Forget building frameworks. Forget leaving automation to one or two specialists. Forget the struggle to integrate the Test Automation process into your agile process. Start thinking smarter.

Wasting hours, days, months developing the automation process and frameworks is NOT a good use of time and resources. Automation is expensive. It’s expensive because there’s a massive overhead in building and maintaining everything that supports the execution of (lets face it) a handful of automated tests. Itís just not worth it when you take everything into consideration.

Is It Worth It?

IT ONLY BECOMES WORTH IT when you’re adding and running larger numbers of automated tests. It’s all arse about face on most automation projects. 80% of the time spent maintaining frameworks and infrastructure, 20% of the time spent writing and running tests.

IF YOU WANT TO SEE A RETURN ON YOUR INVESTMENT IN AUTOMATION THIS NEEDS TO BE TURNED ON IT’S HEAD. You need to be spending 80% of your time writing new tests and 20% of your time maintaining what’s there to support the development and execution.

And don’t forget how much time it usually takes just to write one automated test. I mean the typical figure is that it might take 10 times as long to write an automated test as it will to run it manually. So you have to run the test at least 10 times before you see a return on that investment…. but that’s if the calculations don’t include all the time you waste managing the infrastructure. It’s a con!

The reality is that you need to be down at 2 or 3 multiples and spending only 20% of your time managing and maintaining the infrastructure. If you’re not in this ball park we’ve come to the conclusion that you’re never going to see a return on your investment. May as well go out and hire a bigger team of manual testers. Stop deluding yourselves. Take a reality check.

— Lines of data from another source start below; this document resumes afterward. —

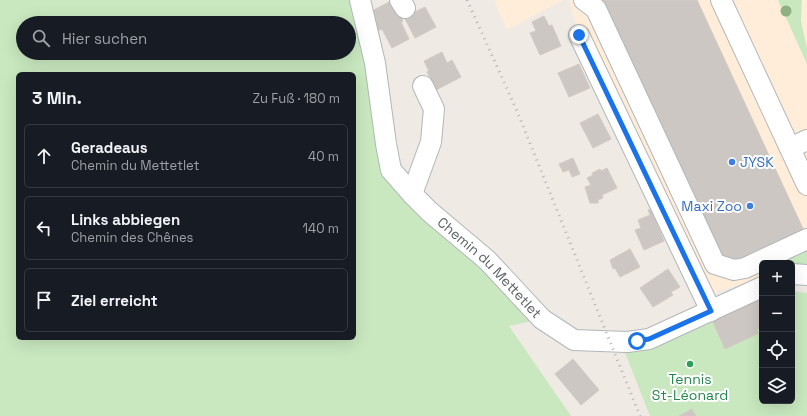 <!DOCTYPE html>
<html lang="de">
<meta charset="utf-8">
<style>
:root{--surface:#171b24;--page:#242831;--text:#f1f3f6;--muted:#9ea1a6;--line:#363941}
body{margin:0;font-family:"Space Grotesk",sans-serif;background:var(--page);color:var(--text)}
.controls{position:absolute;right:12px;bottom:12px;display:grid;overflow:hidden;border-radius:6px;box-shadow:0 4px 16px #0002}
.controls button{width:36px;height:36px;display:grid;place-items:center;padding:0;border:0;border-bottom:1px solid var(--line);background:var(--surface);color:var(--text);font:20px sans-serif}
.stop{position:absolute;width:12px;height:12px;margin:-9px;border:3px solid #1a73e8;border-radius:50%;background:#fff}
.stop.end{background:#1a73e8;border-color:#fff;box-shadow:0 1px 4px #0008}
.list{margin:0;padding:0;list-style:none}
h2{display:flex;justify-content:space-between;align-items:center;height:52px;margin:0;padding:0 16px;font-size:17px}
h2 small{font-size:13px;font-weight:400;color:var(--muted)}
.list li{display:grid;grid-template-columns:26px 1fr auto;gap:12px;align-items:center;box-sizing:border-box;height:64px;margin:0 8px 8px;padding:0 8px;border:1px solid var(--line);border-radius:6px}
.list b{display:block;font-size:15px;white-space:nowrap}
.list p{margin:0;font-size:13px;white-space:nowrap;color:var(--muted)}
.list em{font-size:13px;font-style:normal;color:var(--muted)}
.icon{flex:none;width:22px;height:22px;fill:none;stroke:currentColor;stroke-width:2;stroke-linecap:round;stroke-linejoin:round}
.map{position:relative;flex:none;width:807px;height:416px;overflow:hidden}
.search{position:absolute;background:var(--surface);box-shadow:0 4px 16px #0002;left:16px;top:16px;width:340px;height:44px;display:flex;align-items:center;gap:10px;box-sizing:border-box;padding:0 14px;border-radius:22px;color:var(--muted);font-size:15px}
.panel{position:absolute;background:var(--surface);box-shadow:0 4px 16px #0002;left:16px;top:72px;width:340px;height:268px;border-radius:6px}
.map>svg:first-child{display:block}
</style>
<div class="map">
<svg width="807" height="416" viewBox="0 0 807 416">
<rect width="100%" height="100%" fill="#efeae4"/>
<g fill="#ffedd9">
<path d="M 494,0 L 563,0 L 507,30 Z"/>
<path d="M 569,0 L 807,0 L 807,267 L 792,263 L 762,263 L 762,279 L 717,291 L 711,311 L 579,35 Z"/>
</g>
<g fill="#c9e8bf" fill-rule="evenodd">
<path d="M 0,0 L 360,0 L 391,170 L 542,319 L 509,326 L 571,416 L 0,416 ZM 23,23 L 349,23 L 349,53 L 23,53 ZM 18,74 L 354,74 L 354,338 L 18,338 Z"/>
<path d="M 778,0 L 802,0 L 801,21 L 807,48 L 807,64 Z"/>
<path d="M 807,246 L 807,268 L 792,269 L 792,263 L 772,263 Z"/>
<path d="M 762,291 L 762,401 L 792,401 L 792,291 L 807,293 L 807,416 L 650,416 L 624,350 Z"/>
</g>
<g fill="#ccc7c3" stroke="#d4cac2">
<path d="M 393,0 L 403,21 L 401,22 L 409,39 L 392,48 L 382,29 L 377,31 L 368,13 Z"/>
<path d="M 594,0 L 697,0 L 805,233 L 741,260 L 715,257 Z"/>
<path d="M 425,7 L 436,27 L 415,38 L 404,17 Z"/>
<path d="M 544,16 L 549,26 L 552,25 L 561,46 L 540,55 L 530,33 L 536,31 L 532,22 Z"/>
<path d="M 442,52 L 447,63 L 452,60 L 461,77 L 436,90 L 427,72 L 429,71 L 424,61 Z"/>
<path d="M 579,64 L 590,88 L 569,97 L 558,73 Z"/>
<path d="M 598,114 L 611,139 L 593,148 L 580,123 Z"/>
<path d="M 573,158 L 580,174 L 572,177 L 569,170 L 563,172 L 559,164 Z"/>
<path d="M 607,168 L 617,188 L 602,195 L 603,198 L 598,200 L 598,203 L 590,203 L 585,187 L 591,185 L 587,178 L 593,175 L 592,173 L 600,169 L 601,171 Z"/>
<path d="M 655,207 L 661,221 L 657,224 L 664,241 L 644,250 L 635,230 L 641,228 L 638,220 L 650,215 L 648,210 Z"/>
<path d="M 630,249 L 640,267 L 620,277 L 615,268 L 613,269 L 610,260 Z"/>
<path d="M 668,269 L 680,287 L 671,292 L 673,295 L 653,307 L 640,288 Z"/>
<path d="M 762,297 L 762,327 L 757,329 L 759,333 L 725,349 L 712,320 Z"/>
<path d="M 573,359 L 599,390 L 581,405 L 555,374 Z"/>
<path d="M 692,409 L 696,416 L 679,416 Z"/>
</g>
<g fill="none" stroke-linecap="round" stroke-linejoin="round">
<defs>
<g id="minor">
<path id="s1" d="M 360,0 L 375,63 L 386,144 L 391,170 L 412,194 L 430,212 L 487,260 L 542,319 L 574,340 L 627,342 L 649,339 L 762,287"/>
<path d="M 400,0 L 405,8"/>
<path d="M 584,0 L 596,9 L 715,264 L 734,270 L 745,268 L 807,239"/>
<path d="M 721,0 L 807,185"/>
<path d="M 579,35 L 711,311"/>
<path d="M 790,148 L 807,140"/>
<path d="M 412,194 L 431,142 L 434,109 L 423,86"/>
<path d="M 792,274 L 807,275"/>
</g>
</defs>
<use href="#minor" stroke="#b2b7ba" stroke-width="22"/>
<use href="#minor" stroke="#fff" stroke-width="20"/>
<path stroke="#b3b4b5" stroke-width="3" stroke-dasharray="1 5" stroke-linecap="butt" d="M 467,0 L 517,111 L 640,416"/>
</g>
<circle fill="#8fb081" cx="786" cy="11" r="5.5"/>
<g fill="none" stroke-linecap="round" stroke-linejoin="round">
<path stroke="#1a73e8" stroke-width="5" d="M 579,35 L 711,311 L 649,339 L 637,341"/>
</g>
<g fill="#3f7fe0" stroke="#fff" stroke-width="1.5">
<circle cx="732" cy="162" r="4"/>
<circle cx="750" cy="206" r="4"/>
</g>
<circle fill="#2e9e5b" stroke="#fff" stroke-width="1.5" cx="690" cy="364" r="4"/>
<g text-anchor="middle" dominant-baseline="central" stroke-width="4" stroke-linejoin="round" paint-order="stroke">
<g font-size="14" fill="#366cbe" stroke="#fff" text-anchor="start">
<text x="740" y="162">JYSK</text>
<text x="742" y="206" text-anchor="end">Maxi Zoo</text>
</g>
<g font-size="14" fill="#5c6265" stroke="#fff">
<text stroke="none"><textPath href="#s1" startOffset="312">Chemin du Mettetlet</textPath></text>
</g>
<g font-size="14" fill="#27864d" stroke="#fff">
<text x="690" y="379">Tennis<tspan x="690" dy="16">St-Léonard</tspan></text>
</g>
</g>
</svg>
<div class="controls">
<button>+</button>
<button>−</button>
<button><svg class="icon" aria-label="locate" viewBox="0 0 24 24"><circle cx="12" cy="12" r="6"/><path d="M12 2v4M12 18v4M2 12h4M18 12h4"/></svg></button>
<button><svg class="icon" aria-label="layers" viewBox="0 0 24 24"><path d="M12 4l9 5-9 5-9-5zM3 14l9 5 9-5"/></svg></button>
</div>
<div class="stop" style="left:637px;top:341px"></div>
<div class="stop end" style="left:579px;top:35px"></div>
<div class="search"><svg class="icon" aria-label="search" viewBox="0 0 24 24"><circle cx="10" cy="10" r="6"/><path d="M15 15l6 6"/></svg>Hier suchen</div>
<section class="panel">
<h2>3 Min.<small>Zu Fuß · 180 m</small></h2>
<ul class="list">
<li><svg class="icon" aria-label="ahead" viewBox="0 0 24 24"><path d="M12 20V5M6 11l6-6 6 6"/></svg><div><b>Geradeaus</b><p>Chemin du Mettetlet</p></div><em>40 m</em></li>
<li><svg class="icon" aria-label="left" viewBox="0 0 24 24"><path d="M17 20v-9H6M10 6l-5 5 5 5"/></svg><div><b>Links abbiegen</b><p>Chemin des Chênes</p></div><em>140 m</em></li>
<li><svg class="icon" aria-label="arrive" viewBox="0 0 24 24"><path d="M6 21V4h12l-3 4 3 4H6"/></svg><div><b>Ziel erreicht</b></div></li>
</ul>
</section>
</div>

Yes there are many benefits of working closer together in Agile teams. Just be aware that working closer together means that real complexity hidden in the traditional test team is now going to be exposed to all of those within your agile team. It means working together to resolve those complexities. Lot’s of complexity that your agile team tn

One of those complexities being automated testing. Traditionally what should be thought of as a development project in it’s own right. Now it’s no longer the domain of a dedicated test team. Now it’s the domain of everyone in your sprint team. But wait! If it’s a development project and your BA’s can’t code, those in the manual testing domain struggle to code and your developers have absolutely no time to work on coding automation… where do you go?

Time to simplify

The software engineering project you’re working on is complex enough in it’s own right. You need the benefits of automated testing, but you need it without the complexity. You need it without the complexity because testing, automated testing, is everyone’s jobs now. And you’re only going to succeed making it everyone’s job if you simplify it. If you make it easy enough for the BA to write automated tests (sorry … no disrespect to BA’s). If you make it simple enough for a manual tester to write an automated test in the same time it took them to write a manual test (the holly!! Grail of automation).